主催: 日本理学療法士協会 九州ブロック会
会議名: 九州理学療法士学術大会2023 in 熊本
回次: 1
開催地: 熊本
開催日: 2023/11/25 - 2023/11/26
p. 161-
【はじめに】 今回、脳梗塞による著明な麻痺は無いが夜間頻尿を呈する一症例に対して、夜間頻尿診療ガイドライン(日本排尿機能学会)で推奨されている行動療法を実施した。そのなかでも、夕方における運動療法に着目し、治療効果を排尿日誌や主要下部尿路症状質問票(以下、CLSS)等を用い評価したのでここに報告する。
【症例紹介】 症例は80歳代の女性。運動器不安定症の診断で入院中に、脳梗塞を発症。身長152 ㎝、体重45.9 ㎏、BMI19.87、既往に過活動膀胱があり治療薬を飲まれていた。改善はしているが以前は時々失禁があった。介入前の基本動作能力は概ね見守り、歩行形態は杖歩行側方介助、FIM88点、MMSE22点である。
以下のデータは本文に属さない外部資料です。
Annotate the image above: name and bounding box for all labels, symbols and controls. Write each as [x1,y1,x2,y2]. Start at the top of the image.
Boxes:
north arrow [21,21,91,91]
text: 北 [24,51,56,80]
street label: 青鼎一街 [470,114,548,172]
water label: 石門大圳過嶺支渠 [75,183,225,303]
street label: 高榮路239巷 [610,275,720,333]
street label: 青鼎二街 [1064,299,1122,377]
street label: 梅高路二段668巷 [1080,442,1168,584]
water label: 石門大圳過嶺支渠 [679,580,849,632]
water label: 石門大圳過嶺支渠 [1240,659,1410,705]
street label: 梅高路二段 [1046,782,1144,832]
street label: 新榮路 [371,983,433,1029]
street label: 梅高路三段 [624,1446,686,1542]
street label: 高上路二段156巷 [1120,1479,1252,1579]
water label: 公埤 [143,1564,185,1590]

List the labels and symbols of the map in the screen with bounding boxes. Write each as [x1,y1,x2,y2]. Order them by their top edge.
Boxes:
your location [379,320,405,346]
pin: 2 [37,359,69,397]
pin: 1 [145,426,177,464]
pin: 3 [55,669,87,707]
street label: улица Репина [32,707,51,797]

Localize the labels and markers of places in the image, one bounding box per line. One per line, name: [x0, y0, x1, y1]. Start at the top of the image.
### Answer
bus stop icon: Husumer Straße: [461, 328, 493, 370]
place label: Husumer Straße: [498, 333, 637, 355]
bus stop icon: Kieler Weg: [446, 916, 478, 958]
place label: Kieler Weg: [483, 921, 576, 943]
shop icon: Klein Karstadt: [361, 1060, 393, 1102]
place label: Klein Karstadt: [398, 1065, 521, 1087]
夜間排尿回数は4.3回、夜間尿量率43.9%であり、夜間の排尿回数や睡眠時覚醒を悩まれていた。
【方法】 通常理学療法(骨盤底筋群体操含む)と水分管理、膀胱訓練を2週間(以下、A1期)、続いてそれらに加えて夕方に運動療法を2週間(以下、B期)、最後にA1期と同内容を2週間(以下、A2期)の計6週間実施した。
B期に行う運動療法は、16時半~17時に電動サイクル運動器(株式会社タタ・コーポレーション ルームマーチ)を使用し、ペダル回転速度低速で15分、上肢運動として1 ㎏ダンベルを使用したダンベル運動(フロントレイズ、サイドレイズ、ダンベルプレス)を各20回、下肢運動としてスクワット、カーフレイズ、つま先上げを各20回実施した。
評価は排尿日誌、CLSS, aams(株式会社バイオシルバー 見守り介護ロボット)による睡眠評価、睡眠状況聴取、下腿最小周径を介入前、A1期、B期、A2期に評価した。なお、排尿日誌と下腿最小周径は各期4日間の平均値を算出した。身体機能評価(10m歩行テスト、TUGT、握力、膝伸展筋力)、FIM, MMSEは介入前とA2期に評価した。また、カルテより既往歴や排尿障害の診断及び排尿障害治療薬の有無を調査した。
【結果】 排尿日誌より、夜間排尿回数は介入前:4.3回、A1期:4.0回、B期:2.7回、A2期:3.8回、夜間1回当たりの尿量は介入前:127 ㎖、A1期:215 ㎖、B期:263 ㎖、A2期:203 ㎖、夜間尿量率は介入前:43.9%、A1期:54.1%、B期:39.2%、A2期:57.7%であった。B期において夜間排尿回数と夜間尿量率は減少し、膀胱容量の増加がみられ夜間排尿症状の改善がみられた。
aamsによる睡眠評価では睡眠時の[覚醒・浅い眠り・深い眠り]割合が介入前[17.5%・40.9%・41.6%]、A1期[13.9%・47.8%・38.3%]、B期[7.1%・29.9%・63.0%]、A2期[8.4%・41.0 %・50.6%]、睡眠状況聴取は介入前:夜起きるので日中眠くなる、A1期:前よりはよさそうだけど日中眠い、B期:久しぶりによく眠れてスッキリした、A2期:眠れていてよく夢をみますであり、B期において覚醒割合の減少、深い眠り割合の増加がみられ、睡眠状況が改善している。
CLSS排尿の状態をどう感じるかは介入前:とても嫌だ、A1期:嫌だ、B期:どちらでもない、A2期:気が重いであり、B期において不快感が軽減している。
【考察】 夕方における運動療法は、間質に貯留した水分を運動による筋肉ポンプ作用で血管内に戻し、またそれを汗として体外に排出する作用もあるため夜間頻尿に有効であったことが考えられる。睡眠に関しては、夕方に運動することで精神的な緊張の緩和や適度な疲労感が得られたことで睡眠を深くし、夜間の尿意による覚醒閾値の上昇、膀胱容量の増加に繋がったことが考えられる。
【まとめ】 本症例において夕方における運動療法は、夜間排尿回数を減少させ良質な睡眠をとることに有効であったと思われる。しかし、本症例では夜間2回以上の排尿があり夜間頻尿改善には至らず運動療法の運動時間や負荷量の検討が必要である。